Do ponto de vista metodológico, acho que este livro apresenta uma espécie de homenagem ao professor Micael Herschmann e seu pioneiro estudo sobre o funk carioca nos anos 1990, quando, numa singular atividade autorreflexiva, Micael tanto apresentava seu objeto – os bailes funk que seduziam o olhar de um Brasil fascinado e horrorizado pelos arrastões – quanto, ao se colocar como dentro/fora deste objeto, explicitava os
limites de sua leitura. Ainda lembro quando li, nos corredores do Centro de Artes e Comunicação da UFPE, então estudante de Jornalismo, “O Funk e o Hip Hop Invadem a Cena” (2000), de Herschmann, um pouco surpreso, um pouco instigado, com a possibilidade de pluralizar as vozes na Academia.
Confesso que o maior desafio nesta obra é dar unidade a textos que foram acadêmicos, mas também jornalísticos, tentando negociar com aspectos teóricos, mas não esquecendo a riqueza do empírico. Fui percebendo que meus textos sobre o brega que começaram leves, humorísticos até, foram se tornando mais políticos – frutos de reflexões de nosso tempo e também do meu próprio reconhecimento nas expressões do brega. Frequentemente recebo telefonemas de colegas jornalistas, estudantes, pesquisadores, para dar entrevistas sobre o brega pernambucano, novos fenômenos, novos artistas. Percebo que o gênero musical está enraizado na cultura local e também nos afetos e na memória dos pernambucanos.

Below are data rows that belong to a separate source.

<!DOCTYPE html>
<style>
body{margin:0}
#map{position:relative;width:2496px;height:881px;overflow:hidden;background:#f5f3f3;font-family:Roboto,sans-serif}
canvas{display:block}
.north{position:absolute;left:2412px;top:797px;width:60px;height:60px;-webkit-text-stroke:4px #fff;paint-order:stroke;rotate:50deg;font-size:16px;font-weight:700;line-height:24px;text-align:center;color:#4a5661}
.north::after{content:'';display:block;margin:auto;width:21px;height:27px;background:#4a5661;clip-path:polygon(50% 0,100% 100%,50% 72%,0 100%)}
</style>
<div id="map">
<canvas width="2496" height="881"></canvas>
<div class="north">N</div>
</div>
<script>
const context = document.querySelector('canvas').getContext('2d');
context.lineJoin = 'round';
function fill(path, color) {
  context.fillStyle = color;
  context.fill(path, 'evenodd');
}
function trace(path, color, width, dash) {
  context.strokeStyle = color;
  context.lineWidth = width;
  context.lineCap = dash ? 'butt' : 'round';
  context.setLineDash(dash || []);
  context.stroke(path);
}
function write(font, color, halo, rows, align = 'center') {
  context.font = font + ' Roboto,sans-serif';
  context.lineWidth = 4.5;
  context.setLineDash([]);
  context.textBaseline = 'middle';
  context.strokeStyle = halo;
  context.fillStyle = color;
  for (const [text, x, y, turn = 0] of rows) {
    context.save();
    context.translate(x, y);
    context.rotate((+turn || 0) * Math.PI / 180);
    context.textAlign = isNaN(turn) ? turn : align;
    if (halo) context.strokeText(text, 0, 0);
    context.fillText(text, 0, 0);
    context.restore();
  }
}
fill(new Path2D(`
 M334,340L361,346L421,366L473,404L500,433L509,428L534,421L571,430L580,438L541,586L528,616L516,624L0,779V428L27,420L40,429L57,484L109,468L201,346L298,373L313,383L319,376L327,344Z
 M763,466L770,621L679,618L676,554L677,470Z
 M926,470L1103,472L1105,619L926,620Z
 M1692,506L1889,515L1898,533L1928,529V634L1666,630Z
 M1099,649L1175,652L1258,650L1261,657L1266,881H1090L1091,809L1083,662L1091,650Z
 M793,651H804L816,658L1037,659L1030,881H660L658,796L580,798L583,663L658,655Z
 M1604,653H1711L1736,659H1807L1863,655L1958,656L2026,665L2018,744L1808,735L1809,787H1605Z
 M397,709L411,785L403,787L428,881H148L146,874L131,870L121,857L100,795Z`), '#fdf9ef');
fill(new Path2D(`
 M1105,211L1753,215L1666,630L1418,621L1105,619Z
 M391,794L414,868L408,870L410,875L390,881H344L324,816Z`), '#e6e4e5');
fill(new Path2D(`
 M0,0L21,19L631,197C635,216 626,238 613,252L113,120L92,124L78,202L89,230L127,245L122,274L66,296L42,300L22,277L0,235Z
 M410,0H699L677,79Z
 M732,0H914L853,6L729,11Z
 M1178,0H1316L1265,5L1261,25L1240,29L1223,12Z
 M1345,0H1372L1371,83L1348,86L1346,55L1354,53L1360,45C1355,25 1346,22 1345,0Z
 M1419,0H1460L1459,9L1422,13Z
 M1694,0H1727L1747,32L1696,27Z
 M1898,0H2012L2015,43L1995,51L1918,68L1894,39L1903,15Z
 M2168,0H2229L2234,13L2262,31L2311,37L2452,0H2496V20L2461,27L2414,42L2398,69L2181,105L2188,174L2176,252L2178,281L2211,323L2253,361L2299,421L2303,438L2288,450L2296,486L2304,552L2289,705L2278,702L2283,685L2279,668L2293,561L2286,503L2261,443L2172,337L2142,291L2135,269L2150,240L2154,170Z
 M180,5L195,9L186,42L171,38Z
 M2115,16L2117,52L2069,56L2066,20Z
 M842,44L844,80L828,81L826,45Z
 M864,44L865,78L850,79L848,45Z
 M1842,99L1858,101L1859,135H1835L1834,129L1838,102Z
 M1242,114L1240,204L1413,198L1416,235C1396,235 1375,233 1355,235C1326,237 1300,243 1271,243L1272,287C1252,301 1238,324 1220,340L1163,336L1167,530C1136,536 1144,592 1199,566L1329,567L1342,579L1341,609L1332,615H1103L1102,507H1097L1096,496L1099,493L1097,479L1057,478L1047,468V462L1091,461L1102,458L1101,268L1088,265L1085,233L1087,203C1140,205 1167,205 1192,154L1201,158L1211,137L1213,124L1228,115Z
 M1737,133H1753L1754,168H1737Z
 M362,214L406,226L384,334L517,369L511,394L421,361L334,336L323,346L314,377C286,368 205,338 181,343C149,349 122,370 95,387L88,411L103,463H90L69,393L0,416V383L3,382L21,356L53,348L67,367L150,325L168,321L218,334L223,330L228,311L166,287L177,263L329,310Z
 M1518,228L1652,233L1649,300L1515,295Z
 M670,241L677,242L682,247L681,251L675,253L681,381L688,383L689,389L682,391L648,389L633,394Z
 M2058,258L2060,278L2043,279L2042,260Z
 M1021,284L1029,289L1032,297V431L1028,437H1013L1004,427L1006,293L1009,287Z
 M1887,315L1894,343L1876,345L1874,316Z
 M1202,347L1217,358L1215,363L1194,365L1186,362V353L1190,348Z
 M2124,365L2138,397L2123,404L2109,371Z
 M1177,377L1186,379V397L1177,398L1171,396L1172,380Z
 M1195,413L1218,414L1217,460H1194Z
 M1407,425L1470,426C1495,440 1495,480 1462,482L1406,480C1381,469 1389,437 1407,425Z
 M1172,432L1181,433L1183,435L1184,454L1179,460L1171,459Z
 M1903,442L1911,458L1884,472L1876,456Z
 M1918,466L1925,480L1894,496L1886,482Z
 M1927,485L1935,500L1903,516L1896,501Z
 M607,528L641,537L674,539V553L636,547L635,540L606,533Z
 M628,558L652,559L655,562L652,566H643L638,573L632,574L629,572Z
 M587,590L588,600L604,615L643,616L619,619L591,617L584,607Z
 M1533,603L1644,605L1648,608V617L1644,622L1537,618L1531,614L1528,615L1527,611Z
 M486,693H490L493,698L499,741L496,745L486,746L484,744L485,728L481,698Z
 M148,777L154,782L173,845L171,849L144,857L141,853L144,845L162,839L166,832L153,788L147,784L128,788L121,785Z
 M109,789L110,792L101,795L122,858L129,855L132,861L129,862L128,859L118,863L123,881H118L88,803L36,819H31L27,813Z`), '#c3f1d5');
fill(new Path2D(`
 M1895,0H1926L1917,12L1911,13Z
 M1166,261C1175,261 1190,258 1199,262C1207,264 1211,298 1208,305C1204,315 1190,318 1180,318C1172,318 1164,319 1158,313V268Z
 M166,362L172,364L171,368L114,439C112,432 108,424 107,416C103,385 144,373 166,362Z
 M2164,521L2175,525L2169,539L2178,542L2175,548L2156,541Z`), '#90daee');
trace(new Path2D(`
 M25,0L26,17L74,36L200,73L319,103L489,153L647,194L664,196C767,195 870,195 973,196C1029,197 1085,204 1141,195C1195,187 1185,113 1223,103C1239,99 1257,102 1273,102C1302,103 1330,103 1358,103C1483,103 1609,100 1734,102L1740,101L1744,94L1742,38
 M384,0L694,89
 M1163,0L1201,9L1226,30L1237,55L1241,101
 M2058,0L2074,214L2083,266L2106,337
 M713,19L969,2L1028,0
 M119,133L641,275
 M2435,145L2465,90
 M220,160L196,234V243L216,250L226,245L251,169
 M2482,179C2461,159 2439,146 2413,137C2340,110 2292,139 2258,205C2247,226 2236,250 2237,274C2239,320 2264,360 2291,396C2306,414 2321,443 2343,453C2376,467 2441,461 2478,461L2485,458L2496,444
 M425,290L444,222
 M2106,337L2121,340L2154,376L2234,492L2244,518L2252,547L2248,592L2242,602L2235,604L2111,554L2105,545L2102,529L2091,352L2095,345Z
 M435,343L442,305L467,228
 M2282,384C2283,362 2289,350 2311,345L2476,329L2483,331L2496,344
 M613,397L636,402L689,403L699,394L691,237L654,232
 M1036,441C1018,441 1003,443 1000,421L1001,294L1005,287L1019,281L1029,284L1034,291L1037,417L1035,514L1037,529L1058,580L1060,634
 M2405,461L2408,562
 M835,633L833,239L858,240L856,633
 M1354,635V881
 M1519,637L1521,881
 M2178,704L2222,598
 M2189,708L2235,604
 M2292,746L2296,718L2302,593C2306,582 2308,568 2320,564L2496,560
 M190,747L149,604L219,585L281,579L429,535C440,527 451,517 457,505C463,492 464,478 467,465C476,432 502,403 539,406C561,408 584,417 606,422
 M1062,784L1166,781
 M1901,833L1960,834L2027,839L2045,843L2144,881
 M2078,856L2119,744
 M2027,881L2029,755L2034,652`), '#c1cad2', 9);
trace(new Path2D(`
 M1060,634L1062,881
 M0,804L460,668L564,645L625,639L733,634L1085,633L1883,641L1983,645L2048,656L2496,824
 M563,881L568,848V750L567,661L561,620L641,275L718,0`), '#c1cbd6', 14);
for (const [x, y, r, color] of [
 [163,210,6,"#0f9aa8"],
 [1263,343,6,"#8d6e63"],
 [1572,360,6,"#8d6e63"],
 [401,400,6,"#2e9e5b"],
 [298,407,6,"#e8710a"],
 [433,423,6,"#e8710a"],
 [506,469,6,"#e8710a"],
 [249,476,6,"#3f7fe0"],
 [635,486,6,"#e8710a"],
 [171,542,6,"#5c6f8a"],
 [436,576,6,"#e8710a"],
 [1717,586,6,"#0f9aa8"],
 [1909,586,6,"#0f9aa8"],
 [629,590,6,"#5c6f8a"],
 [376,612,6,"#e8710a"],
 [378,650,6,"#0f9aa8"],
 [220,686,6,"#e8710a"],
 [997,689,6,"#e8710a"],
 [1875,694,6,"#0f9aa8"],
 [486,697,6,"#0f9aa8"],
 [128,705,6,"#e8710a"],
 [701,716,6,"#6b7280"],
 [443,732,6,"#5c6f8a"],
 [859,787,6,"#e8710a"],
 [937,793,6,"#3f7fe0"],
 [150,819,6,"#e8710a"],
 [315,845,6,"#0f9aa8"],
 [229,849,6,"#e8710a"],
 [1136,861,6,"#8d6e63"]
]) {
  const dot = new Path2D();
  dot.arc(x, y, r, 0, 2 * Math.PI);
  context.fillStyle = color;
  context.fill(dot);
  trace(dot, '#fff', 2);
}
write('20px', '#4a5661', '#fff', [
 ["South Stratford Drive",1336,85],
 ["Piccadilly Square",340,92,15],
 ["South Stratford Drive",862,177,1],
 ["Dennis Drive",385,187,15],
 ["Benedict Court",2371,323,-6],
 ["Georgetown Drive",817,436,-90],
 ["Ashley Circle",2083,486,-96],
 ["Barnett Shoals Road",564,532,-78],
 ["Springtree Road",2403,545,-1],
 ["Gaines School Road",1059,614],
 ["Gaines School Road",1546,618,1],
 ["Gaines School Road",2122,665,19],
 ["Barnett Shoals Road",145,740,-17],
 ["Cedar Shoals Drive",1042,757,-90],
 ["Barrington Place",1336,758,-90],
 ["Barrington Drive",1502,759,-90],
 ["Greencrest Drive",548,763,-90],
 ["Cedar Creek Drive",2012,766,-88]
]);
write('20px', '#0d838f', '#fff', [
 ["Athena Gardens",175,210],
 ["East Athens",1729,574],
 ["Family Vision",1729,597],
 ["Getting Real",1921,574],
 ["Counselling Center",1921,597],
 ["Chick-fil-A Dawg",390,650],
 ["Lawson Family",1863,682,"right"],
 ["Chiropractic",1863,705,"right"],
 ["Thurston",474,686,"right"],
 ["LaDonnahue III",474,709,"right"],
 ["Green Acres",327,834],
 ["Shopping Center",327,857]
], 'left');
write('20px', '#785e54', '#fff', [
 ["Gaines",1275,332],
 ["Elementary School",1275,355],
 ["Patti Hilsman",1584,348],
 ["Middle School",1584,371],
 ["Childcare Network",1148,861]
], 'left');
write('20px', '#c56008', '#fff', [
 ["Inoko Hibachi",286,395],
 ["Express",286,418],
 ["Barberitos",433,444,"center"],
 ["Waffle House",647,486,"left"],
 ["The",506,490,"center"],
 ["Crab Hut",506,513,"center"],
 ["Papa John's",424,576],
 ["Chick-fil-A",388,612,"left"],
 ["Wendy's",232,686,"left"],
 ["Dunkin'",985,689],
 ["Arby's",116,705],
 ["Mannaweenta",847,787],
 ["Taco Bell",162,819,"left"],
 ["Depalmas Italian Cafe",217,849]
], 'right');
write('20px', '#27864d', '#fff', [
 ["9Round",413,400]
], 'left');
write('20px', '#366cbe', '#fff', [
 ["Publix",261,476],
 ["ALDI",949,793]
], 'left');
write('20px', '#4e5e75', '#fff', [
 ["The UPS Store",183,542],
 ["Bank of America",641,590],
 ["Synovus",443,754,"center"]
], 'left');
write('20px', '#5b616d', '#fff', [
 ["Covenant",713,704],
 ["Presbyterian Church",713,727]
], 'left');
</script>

Não me proponho aqui a contar a história do brega, nem fazer perfis dos artistas (embora ache importantíssimo), mas tento pensar o brega como ponto de partida para uma série de questões de ordem político-cultural. O título do livro, o verso “Ninguém é perfeito e a vida é assim”, cantado pelo Conde do Brega, é um convite à reflexão em torno das imperfeições culturais, das assimetrias do bom gosto, daquilo que não é cartesiano. “Eu não gosto do bom gosto/ Eu não gosto do bom senso”. Elitismo me entedia. O brega me aproxima das gentes. Do cotidiano de riso e horror. Do centro e da periferia. O brega é o deslize. A dobra. “Gente é pra brilhar, não pra morrer de fome”,
me disse o cantor. E, perdoem, eu acreditei.
Em Piedade, Jaboatão dos Guararapes.